Por Mónica Sifrim
Cuando veía bien sin anteojos me alcanzaba con rotar el cuello para espiar lo que leían mis circunstanciales compañeros de colectivo o subte. Ahora tengo que inclinar el torso hacia un costado, forzando los lumbares. Sin una adecuada ejercitación de, por los menos, tres veces por semana, el movimiento puede derivar en lumbago, esa dolorosa contracción de los músculos que, a cambio, proporciona un motivo suficiente para no ir a trabajar y quedarse leyendo en la cama, deliciosamente amortiguado por la almohadilla eléctrica. Porque ¿quién sería capaz de reprochar la ausencia a alguien que simplemente no puede levantarse sin aullar de dolor?
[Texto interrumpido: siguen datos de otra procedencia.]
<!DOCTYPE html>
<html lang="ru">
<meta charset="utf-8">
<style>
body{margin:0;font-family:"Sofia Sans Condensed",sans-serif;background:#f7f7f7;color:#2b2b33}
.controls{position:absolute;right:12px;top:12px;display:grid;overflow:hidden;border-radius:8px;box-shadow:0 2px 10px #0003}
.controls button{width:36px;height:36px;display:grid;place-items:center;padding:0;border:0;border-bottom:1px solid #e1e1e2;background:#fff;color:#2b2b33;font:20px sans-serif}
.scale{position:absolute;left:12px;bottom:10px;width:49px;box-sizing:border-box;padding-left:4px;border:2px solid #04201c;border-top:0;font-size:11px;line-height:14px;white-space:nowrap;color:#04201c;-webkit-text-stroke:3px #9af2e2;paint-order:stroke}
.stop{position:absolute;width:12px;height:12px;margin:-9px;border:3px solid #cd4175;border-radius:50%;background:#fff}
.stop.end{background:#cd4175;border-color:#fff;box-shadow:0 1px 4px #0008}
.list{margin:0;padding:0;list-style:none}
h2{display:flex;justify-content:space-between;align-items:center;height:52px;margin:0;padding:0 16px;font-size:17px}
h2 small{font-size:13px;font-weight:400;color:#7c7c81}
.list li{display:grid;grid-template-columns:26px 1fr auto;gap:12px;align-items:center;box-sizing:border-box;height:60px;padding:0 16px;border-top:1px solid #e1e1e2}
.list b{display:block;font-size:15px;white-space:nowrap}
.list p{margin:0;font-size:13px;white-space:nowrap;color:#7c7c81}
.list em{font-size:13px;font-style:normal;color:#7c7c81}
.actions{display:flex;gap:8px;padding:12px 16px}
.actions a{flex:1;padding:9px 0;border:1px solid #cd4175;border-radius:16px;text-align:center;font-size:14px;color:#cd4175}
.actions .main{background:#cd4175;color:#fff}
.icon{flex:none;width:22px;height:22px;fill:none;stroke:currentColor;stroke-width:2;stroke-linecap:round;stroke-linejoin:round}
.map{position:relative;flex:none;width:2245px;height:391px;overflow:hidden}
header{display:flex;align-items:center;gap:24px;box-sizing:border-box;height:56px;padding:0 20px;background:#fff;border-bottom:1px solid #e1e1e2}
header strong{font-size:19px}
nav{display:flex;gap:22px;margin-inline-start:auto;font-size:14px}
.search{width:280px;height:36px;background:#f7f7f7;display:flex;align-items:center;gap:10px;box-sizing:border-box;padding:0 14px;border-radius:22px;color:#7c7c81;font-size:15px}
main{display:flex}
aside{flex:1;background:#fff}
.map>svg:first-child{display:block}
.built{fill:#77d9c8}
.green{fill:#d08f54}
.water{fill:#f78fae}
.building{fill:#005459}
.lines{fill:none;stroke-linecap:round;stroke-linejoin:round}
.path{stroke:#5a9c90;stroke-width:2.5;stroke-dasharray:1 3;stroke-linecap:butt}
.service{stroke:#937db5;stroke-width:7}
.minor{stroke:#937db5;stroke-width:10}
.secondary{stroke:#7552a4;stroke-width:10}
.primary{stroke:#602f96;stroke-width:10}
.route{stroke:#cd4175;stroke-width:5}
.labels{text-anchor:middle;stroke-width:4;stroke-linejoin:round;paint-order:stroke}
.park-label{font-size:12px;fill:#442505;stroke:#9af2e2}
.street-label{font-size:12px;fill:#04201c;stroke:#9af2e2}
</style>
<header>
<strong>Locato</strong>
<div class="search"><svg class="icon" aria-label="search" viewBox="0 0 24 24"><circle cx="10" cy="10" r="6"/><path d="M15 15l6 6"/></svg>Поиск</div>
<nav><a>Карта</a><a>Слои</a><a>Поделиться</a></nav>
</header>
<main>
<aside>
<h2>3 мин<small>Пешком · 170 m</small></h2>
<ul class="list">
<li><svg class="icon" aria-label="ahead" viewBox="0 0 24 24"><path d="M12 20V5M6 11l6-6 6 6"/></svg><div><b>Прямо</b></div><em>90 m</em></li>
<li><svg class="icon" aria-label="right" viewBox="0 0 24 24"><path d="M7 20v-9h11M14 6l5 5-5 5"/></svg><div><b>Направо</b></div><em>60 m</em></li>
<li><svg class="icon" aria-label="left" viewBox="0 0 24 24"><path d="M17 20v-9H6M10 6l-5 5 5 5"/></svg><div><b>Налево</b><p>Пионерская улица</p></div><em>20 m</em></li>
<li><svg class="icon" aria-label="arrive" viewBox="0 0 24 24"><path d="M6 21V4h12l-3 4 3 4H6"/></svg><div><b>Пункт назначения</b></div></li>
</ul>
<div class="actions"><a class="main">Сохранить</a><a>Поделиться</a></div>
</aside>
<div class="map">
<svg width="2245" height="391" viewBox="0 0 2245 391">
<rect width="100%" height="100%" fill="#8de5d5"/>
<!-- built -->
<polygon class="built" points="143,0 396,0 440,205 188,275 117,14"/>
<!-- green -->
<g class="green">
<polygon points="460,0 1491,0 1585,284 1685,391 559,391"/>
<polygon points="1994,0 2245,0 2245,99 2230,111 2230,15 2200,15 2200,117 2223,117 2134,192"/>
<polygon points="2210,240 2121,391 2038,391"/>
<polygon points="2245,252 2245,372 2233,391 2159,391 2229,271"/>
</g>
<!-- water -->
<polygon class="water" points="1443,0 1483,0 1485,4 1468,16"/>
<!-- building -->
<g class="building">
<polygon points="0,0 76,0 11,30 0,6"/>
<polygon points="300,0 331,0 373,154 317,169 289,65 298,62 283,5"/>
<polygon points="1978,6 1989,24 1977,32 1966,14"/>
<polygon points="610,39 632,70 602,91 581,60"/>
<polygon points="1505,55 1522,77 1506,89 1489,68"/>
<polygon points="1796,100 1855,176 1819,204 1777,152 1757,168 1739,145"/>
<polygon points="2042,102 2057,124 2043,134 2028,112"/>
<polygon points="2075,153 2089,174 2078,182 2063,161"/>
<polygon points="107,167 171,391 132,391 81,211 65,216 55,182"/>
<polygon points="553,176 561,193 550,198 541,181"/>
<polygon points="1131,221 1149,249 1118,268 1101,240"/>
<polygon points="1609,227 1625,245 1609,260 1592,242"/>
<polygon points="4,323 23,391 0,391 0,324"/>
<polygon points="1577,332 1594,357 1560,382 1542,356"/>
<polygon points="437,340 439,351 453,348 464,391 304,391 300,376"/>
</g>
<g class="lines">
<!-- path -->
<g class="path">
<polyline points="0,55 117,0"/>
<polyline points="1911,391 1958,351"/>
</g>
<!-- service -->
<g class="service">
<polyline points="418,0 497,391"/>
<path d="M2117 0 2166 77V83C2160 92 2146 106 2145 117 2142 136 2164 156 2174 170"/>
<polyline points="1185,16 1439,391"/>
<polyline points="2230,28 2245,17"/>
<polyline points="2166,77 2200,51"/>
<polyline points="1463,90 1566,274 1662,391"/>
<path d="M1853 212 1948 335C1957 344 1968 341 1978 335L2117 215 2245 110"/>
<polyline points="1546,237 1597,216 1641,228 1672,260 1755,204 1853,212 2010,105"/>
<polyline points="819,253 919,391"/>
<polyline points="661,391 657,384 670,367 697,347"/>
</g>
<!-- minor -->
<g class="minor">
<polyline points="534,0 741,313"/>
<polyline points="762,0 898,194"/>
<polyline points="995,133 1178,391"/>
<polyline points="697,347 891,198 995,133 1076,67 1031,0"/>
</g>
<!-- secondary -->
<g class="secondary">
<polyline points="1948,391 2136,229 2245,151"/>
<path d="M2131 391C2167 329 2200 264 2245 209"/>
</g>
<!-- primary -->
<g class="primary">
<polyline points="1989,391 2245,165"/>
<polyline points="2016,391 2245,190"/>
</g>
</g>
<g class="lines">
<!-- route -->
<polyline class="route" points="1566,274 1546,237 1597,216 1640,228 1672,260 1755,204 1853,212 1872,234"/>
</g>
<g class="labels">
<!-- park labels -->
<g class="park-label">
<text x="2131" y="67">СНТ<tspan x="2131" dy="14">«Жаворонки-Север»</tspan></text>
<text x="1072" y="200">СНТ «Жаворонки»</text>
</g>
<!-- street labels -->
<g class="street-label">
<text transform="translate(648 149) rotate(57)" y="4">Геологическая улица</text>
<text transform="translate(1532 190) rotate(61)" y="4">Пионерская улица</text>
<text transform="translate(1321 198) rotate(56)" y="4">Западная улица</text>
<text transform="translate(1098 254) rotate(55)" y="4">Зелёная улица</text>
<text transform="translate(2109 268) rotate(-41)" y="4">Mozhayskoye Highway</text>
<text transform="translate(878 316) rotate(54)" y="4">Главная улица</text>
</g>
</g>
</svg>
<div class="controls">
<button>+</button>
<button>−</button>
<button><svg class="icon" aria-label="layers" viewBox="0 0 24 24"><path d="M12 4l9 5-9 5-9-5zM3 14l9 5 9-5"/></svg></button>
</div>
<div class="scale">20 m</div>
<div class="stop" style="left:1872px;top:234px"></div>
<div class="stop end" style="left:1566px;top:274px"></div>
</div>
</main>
Más complicado es escuchar en bares y confiterías la conversación de los vecinos, si no se han elongado previamente los músculos gemelos. Es que, a fin de acercar los oídos a la mesa donde, por ejemplo, una joven pareja se pelea acaloradamente, nuestra silla debe quedar apoyada sobre las patas traseras, las anteriores se levantan en el aire y todo el peso cae sobre la puntita de los pies en un arduo equilibrio. Mientras tanto, hay que sonreír al interlocutor de turno, mirándolo a los ojos, para que no sospeche que nuestra atención se ha desviado definitivamente. No es fácil coordinar tantos esfuerzos.
Y voy llegando al centro de mis desvelos: la vida literaria en Argentina nos somete a ofensas, privaciones y arbitrariedades que solo puede soportar un organismo sólido.
Por tales razones, queridos escritores consagrados y escritores en ciernes, en general afectos a la vida sedentaria y a la buena mesa, concurran al gimnasio asiduamente. La literatura solicita constancia, fortaleza y elasticidad.